Njaba flows in an almost east-western direction, taking off from Amucha and Ekwe passing through several towns including Okwudor, Awo-Omamma and Mgbidi before emptying into Oguta Lake.

==Oil and Gas==
Some of the oil fields in the river basin include Ossu, Izombe and Njaba operated under ChevronTexaco’s OML 53 and Addax Petroleum's OML 124 both in Izombe. OML 124 contains another undeveloped Njaba 2 well onshore Nigeria discovered December 2008 in the town of Awo-Omamma. According to Addax Petroleum, there are also several identified exploration prospects yet to be drilled and tested around Njaba. The field could become one of the company's largest fields in Nigeria. In line with directive of the Federal Government of Nigeria to stop gas flaring by year 2008, a plan has been underway to develop a gas processing plant in the river basin under Izombe Integrated Gas Processing Project.

==Oil Palm Trade==
Njaba River towns including Oguta, Mgbidi, Osemotor and Awo-Omamma were once important centres of trade. After the abolition of the slave trade in 1830, there was an oil palm tree in the river basin as a source of cash. Oil mill factories were established in many communities including Umuezukwe oil mill located near the waterfront in Awo-omamma. By 1903 exports in the oil trade increased due to new waterways developed to move the products to the coast.
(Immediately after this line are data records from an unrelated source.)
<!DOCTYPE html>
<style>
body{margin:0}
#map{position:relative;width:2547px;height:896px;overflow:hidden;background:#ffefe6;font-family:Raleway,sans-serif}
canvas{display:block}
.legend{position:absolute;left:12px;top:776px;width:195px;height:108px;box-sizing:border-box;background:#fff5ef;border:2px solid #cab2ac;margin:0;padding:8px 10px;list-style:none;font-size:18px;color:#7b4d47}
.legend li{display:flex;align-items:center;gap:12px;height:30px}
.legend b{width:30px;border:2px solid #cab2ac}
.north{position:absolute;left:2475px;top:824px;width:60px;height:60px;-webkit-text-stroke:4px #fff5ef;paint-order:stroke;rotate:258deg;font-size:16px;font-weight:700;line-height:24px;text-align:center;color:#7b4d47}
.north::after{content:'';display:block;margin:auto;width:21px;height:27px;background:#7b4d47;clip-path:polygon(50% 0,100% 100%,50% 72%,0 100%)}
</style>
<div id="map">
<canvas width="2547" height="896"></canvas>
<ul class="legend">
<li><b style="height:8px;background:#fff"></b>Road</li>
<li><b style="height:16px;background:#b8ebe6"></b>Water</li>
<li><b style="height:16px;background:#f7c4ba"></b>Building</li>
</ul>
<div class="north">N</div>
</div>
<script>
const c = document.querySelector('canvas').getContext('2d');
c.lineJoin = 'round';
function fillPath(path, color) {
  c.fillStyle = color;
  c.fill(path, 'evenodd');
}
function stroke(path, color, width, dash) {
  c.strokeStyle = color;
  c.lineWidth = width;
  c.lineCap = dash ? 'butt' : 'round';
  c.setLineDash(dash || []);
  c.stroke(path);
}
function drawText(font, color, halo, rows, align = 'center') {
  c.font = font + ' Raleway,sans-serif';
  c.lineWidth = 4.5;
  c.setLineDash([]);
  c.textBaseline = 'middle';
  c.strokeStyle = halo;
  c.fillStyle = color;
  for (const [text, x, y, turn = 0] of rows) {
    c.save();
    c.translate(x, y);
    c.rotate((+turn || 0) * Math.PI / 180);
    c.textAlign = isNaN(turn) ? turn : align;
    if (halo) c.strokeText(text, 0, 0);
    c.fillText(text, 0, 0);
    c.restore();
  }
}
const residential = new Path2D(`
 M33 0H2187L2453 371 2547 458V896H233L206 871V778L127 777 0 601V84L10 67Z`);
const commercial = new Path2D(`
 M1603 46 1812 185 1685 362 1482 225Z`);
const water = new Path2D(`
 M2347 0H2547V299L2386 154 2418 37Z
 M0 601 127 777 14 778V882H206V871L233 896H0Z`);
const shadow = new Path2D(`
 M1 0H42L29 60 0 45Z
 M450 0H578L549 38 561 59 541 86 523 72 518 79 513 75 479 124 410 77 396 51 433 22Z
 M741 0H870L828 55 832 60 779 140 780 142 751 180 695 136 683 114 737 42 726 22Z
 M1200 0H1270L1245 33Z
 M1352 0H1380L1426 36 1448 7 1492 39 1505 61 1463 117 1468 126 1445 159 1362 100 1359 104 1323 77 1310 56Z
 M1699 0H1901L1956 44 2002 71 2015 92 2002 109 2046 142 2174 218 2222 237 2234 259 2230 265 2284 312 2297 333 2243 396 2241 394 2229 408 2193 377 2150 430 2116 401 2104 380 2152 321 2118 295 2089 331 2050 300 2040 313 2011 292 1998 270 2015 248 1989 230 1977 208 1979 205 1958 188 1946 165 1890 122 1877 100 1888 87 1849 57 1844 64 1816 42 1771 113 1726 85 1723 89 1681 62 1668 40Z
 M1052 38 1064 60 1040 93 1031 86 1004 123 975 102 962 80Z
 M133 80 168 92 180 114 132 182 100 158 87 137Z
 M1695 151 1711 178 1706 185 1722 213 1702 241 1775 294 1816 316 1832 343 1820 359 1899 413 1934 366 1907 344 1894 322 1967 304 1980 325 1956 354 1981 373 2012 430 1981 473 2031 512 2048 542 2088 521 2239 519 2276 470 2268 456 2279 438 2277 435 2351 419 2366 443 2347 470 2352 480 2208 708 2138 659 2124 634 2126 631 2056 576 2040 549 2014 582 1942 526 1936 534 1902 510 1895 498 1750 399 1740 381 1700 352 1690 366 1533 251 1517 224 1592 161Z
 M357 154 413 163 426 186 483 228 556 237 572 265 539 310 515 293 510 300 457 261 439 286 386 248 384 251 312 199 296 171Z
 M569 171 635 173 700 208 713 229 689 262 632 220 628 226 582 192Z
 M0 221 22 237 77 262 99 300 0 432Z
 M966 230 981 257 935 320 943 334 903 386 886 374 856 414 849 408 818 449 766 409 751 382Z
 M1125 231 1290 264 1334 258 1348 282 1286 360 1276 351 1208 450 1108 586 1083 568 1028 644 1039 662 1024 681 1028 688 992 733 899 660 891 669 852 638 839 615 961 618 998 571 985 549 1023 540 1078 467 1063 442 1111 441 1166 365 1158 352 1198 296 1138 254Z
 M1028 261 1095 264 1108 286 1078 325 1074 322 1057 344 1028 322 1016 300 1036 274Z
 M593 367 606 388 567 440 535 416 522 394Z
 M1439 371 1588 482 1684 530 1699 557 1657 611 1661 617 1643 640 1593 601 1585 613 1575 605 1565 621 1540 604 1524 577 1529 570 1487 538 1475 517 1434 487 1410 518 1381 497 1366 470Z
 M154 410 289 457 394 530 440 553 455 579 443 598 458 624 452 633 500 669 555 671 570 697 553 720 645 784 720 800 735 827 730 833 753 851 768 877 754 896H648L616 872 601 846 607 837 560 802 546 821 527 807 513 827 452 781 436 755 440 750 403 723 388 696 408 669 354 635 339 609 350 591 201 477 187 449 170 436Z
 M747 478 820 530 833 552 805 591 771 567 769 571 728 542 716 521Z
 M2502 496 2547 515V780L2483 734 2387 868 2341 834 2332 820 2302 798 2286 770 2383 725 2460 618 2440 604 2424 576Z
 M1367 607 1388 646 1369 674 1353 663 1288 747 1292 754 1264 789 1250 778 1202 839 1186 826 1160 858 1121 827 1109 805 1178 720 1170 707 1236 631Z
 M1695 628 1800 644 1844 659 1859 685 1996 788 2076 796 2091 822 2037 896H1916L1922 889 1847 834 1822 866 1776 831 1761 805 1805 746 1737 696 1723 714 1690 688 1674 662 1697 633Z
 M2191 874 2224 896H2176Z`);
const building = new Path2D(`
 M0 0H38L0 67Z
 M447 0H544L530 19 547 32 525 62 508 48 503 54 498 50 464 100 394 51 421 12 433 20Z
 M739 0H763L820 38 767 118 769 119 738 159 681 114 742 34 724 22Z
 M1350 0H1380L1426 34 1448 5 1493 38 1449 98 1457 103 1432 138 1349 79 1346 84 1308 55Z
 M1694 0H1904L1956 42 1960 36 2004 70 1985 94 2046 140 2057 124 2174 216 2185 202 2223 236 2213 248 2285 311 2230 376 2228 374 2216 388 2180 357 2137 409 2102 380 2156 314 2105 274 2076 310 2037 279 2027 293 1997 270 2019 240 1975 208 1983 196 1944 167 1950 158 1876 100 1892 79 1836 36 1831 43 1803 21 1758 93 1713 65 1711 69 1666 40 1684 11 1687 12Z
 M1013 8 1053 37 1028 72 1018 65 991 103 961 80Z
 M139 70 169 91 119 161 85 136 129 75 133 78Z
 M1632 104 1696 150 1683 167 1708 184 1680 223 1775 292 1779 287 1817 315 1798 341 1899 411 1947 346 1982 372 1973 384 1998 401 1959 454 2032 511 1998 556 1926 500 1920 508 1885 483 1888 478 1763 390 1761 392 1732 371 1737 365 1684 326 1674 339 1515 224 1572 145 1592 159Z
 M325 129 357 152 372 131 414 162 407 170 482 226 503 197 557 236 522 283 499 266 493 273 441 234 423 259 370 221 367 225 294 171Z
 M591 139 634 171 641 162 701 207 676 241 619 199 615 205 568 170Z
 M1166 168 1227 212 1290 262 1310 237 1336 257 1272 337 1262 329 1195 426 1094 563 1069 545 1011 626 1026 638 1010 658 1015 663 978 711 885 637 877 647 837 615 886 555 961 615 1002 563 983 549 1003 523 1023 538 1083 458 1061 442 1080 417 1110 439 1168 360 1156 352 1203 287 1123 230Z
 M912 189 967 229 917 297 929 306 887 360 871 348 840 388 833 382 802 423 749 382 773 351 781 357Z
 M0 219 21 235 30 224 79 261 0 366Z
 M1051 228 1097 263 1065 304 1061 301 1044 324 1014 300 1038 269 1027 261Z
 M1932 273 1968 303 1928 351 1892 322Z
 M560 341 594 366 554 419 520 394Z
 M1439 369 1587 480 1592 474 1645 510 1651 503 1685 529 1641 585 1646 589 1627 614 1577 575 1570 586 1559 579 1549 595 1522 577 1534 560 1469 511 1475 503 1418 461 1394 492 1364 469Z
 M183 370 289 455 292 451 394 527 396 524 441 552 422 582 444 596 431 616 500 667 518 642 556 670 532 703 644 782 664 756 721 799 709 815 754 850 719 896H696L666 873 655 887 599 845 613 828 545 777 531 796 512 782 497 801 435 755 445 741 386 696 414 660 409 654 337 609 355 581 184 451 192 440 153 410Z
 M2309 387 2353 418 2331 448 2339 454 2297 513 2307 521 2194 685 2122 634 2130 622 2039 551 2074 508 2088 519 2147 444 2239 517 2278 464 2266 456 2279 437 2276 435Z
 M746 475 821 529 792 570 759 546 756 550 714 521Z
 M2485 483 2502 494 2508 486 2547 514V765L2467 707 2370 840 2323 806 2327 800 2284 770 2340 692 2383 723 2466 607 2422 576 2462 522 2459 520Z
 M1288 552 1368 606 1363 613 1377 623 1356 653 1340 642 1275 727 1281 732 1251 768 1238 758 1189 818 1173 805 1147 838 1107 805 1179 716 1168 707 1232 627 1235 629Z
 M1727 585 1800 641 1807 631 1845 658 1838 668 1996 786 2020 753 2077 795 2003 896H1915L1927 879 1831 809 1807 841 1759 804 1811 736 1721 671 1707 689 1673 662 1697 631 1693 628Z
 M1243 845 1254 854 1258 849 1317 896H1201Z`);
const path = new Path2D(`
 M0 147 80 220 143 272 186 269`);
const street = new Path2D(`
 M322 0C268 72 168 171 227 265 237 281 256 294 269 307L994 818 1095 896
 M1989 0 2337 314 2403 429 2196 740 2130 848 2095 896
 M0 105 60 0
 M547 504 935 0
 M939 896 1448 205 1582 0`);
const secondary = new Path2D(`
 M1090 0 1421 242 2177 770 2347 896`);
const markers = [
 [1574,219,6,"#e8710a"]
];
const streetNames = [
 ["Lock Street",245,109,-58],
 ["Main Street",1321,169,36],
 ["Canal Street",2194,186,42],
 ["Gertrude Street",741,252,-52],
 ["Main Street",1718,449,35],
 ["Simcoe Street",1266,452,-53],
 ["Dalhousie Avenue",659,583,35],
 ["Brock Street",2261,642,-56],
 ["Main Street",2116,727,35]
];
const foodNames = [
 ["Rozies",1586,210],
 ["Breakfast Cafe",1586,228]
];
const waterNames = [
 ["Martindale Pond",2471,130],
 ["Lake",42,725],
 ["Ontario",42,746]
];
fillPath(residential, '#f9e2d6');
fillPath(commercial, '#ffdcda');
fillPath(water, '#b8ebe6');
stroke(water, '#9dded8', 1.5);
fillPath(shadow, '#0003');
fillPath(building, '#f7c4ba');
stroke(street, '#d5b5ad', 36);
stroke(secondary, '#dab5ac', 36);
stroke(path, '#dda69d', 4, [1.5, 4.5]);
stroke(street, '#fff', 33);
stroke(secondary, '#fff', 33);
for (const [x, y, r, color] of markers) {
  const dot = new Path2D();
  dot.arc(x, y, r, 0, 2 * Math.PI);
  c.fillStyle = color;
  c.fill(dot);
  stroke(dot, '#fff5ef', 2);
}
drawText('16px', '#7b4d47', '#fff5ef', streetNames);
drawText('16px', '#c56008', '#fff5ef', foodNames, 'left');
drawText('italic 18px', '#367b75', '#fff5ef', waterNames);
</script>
==Economy, Environment, and Infrastructure==
Fishermen, fish landing sites and fishing cooperatives exist in many Imo State communities; some are found in villages of Awo-Omamma, Oguta, Abiaziem, Nnebukwu, and Nkwesi in the Njaba River basin, including the Udoka Fish Farmers Group, Umuezukwe, Awo-omamma and Kalabari Beach Fishermen Coop. Society, Oguta. Their landing sites include Umuezukwe (Ughamiri), Umudei, K-beach, Osse Abiaziem and Osemotor located in Awo-Omamma and Oguta villages. These farmers experience economic constraints that militate against efficient operation of their fish and crop farming activities.
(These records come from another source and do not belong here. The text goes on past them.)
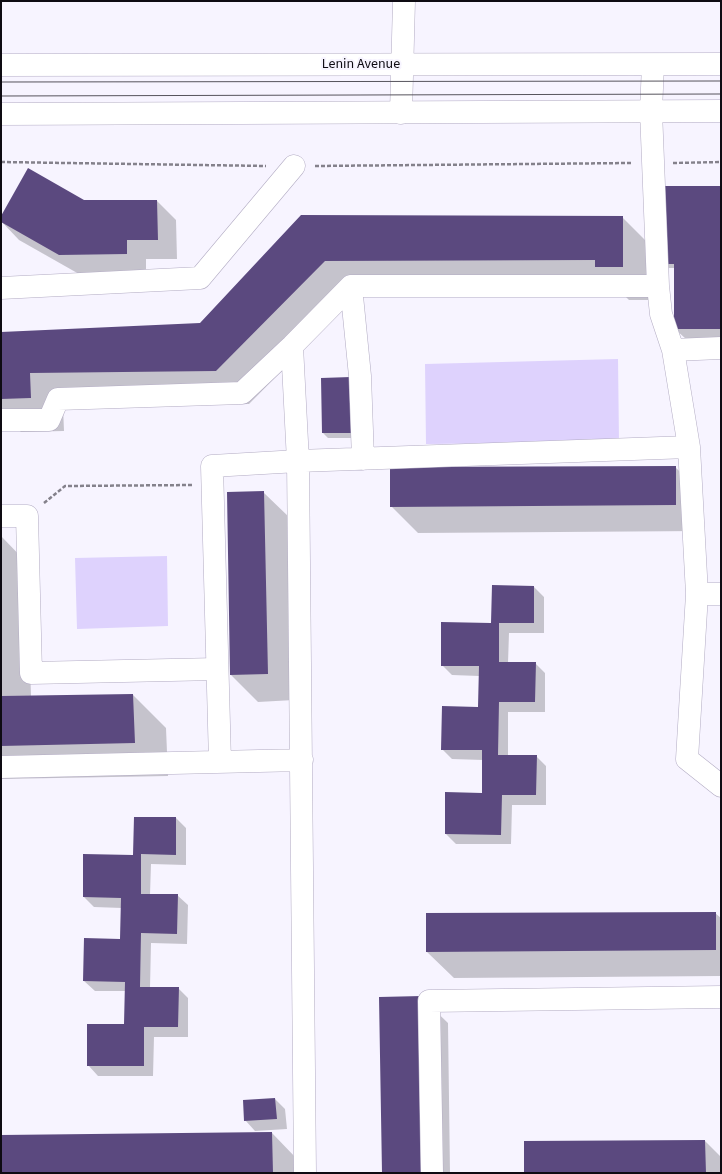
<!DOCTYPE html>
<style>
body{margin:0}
#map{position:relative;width:722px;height:1174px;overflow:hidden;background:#f7f4ff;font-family:"Source Sans 3",sans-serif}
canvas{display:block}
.frame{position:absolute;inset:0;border:2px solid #0e0b13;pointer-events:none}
</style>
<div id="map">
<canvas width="722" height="1174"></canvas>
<div class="frame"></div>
</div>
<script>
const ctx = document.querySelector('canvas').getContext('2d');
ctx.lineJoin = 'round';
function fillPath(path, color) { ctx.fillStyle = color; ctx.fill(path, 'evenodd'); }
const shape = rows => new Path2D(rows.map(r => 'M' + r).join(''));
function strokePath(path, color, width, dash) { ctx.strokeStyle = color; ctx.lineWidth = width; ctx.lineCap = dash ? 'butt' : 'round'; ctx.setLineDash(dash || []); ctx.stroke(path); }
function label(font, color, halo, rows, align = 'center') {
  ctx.font = font + ' "Source Sans 3",sans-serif'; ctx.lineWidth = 4; ctx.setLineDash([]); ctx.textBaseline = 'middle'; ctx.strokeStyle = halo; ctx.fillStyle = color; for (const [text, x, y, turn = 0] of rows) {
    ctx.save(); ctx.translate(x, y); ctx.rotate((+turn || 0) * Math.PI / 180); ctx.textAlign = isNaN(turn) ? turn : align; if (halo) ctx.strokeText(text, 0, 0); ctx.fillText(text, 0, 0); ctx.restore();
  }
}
fillPath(shape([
 [618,359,619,442,426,444,425,364],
 [167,556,168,626,77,629,75,558]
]), '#ded2fd');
fillPath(shape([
 [721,187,721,339,686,339,675,329,676,268,666,268,661,263],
 [84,201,157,201,176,220,177,259,146,259,146,273,79,274,19,240,1,221,1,218],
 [301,216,622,217,655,250,655,300,629,300,622,293,358,294,249,404,63,406,64,431,21,432,1,413,1,333,200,324],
 [322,379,356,438,328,438,323,433],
 [675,467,702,493,702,531,418,533,391,506],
 [263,492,290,518,294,700,258,702,231,675,228,493],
 [1,536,31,567,29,631,31,696,133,695,166,728,168,776,1,779],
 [534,587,544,597,544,633,509,633,508,663,535,663,545,673,545,712,508,712,508,756,536,756,546,766,546,805,512,805,511,844,456,844,446,834,483,794,483,760,452,759,442,749,479,708,479,676,452,675,442,665,492,624],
 [176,818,186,828,186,865,151,864,150,895,177,895,188,905,187,944,151,943,150,988,178,988,188,998,188,1037,154,1037,153,1076,98,1076,88,1065,125,1025,125,991,95,991,84,981,85,939,121,940,122,908,94,907,84,897,84,855,134,856],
 [715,913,721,918,721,976,454,978,427,952],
 [421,997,448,1023,450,1173,383,1173],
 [275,1099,285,1109,287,1129,255,1131,245,1120,244,1101],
 [272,1133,298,1160,298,1173,1,1173,1,1136],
 [705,1141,721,1157,721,1173,525,1173]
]), '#0003');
fillPath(shape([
 [28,168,84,200,157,200,158,240,127,240,127,254,59,255,1,222,1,216],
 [660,186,721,186,721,329,674,329,674,264,660,264],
 [301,215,623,216,623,267,595,267,595,260,325,261,216,371,30,373,31,398,1,399,1,332,200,323],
 [351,377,351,433,322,433,321,378],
 [676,466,676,505,390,507,390,467],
 [264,491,268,674,230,675,227,492],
 [492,585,534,586,534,623,499,623,499,662,536,662,535,702,499,702,498,755,537,755,536,795,502,795,501,835,445,834,445,792,482,793,482,750,441,750,442,706,478,707,479,666,441,666,441,622,491,623],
 [133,694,135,743,1,746,1,696],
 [134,817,176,817,176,855,141,854,141,894,178,894,177,934,141,933,140,987,179,987,178,1027,144,1027,144,1066,87,1066,87,1024,124,1024,125,982,83,981,84,938,120,939,121,898,83,897,83,854,133,855],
 [716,912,716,950,426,952,426,913],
 [422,996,425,1173,382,1173,379,997],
 [275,1098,277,1119,244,1121,243,1100],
 [272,1132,273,1173,1,1173,1,1135],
 [705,1140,706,1173,524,1173,524,1141]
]), '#5b497f');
const minor = shape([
 [653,65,651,111,658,286,661,314,673,350,721,348],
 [401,113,404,1],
 [351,286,360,376,363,459],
 [1,288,200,278,294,166],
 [292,346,298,461,305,1173],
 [673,350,689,447,697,594,687,759,721,786],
 [1,420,49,420,58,399,242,393,292,346,351,286,658,286],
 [1,516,27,516,31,673,217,669],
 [697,594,721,594],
 [220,762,212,466,298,461,689,447],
 [1,767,302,760],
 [432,1173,429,1001,721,997]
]);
const major = shape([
 [1,65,721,64],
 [1,114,721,111]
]);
strokePath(minor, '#b2abc3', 23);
strokePath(major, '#b2abc3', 23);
strokePath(shape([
 [1,162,266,166],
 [673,163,721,162],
 [315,166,632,163],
 [44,503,65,486,192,485]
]), '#84818b', 2.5, [4, 2]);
strokePath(minor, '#fff', 22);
strokePath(major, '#fff', 22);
strokePath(shape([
 [1,82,721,81],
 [1,96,721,94]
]), '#56535c', 1);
label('14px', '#0e0b13', '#f7f4ff', [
 ["Lenin Avenue",361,65]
]);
</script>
Intervention is needed to solve many of these infrastructure and environmental issues in the villages of Awo-Omamma, Izombe, Oguta, the greater oil-rich river basin and many other farming communities in Imo State. Assistance is needed in development of motorable access roads to these fishing villages and ports such as Umuezukwe, Ubahaeze, Abiaziem, Izombe et al. as well as in support of modern fish and crop processing activities through electricity generation and agricultural subsidies On Monday, January 28, 2013, angry youths protested the State Government’s insensitivity to plight of their people whose roads linking Awo-omamma to Okwudor and other neighbouring communities, they alleged had been abandoned for years by successive administrations in the state.

Like many other areas of the Niger Delta, the continuous flaring of gases at flow stations constitutes a threat to ambient air in the area.

It is projected that upon completion, Izombe Gas Processing Plant would be a major inland gas processing hub for most stranded gas within Njaba River axis.